**Exercise prompt:** A word-for-word printout of the whole listing is needed.

**Working data:**
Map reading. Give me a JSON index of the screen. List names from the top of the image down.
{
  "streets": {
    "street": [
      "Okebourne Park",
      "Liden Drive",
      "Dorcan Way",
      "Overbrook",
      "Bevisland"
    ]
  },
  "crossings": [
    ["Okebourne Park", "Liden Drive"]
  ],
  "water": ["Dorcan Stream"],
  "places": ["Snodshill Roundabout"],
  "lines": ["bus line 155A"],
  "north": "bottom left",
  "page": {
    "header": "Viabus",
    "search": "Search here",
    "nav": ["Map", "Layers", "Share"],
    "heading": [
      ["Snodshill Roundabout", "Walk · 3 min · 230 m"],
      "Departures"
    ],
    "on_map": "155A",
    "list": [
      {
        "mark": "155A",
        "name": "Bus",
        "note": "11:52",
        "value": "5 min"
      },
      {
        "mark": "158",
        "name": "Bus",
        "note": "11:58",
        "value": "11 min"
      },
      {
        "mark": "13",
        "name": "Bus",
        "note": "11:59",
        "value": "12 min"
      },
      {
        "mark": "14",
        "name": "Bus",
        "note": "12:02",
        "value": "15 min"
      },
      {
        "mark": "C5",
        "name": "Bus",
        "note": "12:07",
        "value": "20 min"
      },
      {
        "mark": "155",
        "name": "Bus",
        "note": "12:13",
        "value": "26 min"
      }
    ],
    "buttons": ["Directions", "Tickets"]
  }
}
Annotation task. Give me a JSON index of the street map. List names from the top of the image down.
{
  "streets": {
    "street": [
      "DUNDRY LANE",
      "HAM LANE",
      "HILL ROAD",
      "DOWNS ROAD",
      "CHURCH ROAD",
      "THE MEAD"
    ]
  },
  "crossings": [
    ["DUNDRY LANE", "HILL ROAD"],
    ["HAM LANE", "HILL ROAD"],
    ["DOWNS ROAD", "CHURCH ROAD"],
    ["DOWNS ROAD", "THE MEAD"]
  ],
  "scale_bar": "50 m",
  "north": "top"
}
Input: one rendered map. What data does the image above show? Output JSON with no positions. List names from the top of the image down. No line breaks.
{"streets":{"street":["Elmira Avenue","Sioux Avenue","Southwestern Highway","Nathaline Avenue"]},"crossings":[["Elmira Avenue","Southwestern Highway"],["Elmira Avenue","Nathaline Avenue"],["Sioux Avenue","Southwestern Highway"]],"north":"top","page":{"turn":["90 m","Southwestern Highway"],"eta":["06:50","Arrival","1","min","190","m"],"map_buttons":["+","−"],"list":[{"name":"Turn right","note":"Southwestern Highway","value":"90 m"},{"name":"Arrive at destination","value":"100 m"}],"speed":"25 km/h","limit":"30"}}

**Exercise result:**
Map reading. Give me a JSON index of the screen. List names from the top of the image down.
{
  "streets": {
    "street": [
      "Okebourne Park",
      "Liden Drive",
      "Dorcan Way",
      "Overbrook",
      "Bevisland"
    ]
  },
  "crossings": [
    ["Okebourne Park", "Liden Drive"]
  ],
  "water": ["Dorcan Stream"],
  "places": ["Snodshill Roundabout"],
  "lines": ["bus line 155A"],
  "north": "bottom left",
  "page": {
    "header": "Viabus",
    "search": "Search here",
    "nav": ["Map", "Layers", "Share"],
    "heading": [
      ["Snodshill Roundabout", "Walk · 3 min · 230 m"],
      "Departures"
    ],
    "on_map": "155A",
    "list": [
      {
        "mark": "155A",
        "name": "Bus",
        "note": "11:52",
        "value": "5 min"
      },
      {
        "mark": "158",
        "name": "Bus",
        "note": "11:58",
        "value": "11 min"
      },
      {
        "mark": "13",
        "name": "Bus",
        "note": "11:59",
        "value": "12 min"
      },
      {
        "mark": "14",
        "name": "Bus",
        "note": "12:02",
        "value": "15 min"
      },
      {
        "mark": "C5",
        "name": "Bus",
        "note": "12:07",
        "value": "20 min"
      },
      {
        "mark": "155",
        "name": "Bus",
        "note": "12:13",
        "value": "26 min"
      }
    ],
    "buttons": ["Directions", "Tickets"]
  }
}
Annotation task. Give me a JSON index of the street map. List names from the top of the image down.
{
  "streets": {
    "street": [
      "DUNDRY LANE",
      "HAM LANE",
      "HILL ROAD",
      "DOWNS ROAD",
      "CHURCH ROAD",
      "THE MEAD"
    ]
  },
  "crossings": [
    ["DUNDRY LANE", "HILL ROAD"],
    ["HAM LANE", "HILL ROAD"],
    ["DOWNS ROAD", "CHURCH ROAD"],
    ["DOWNS ROAD", "THE MEAD"]
  ],
  "scale_bar": "50 m",
  "north": "top"
}
Input: one rendered map. What data does the image above show? Output JSON with no positions. List names from the top of the image down. No line breaks.
{"streets":{"street":["Elmira Avenue","Sioux Avenue","Southwestern Highway","Nathaline Avenue"]},"crossings":[["Elmira Avenue","Southwestern Highway"],["Elmira Avenue","Nathaline Avenue"],["Sioux Avenue","Southwestern Highway"]],"north":"top","page":{"turn":["90 m","Southwestern Highway"],"eta":["06:50","Arrival","1","min","190","m"],"map_buttons":["+","−"],"list":[{"name":"Turn right","note":"Southwestern Highway","value":"90 m"},{"name":"Arrive at destination","value":"100 m"}],"speed":"25 km/h","limit":"30"}}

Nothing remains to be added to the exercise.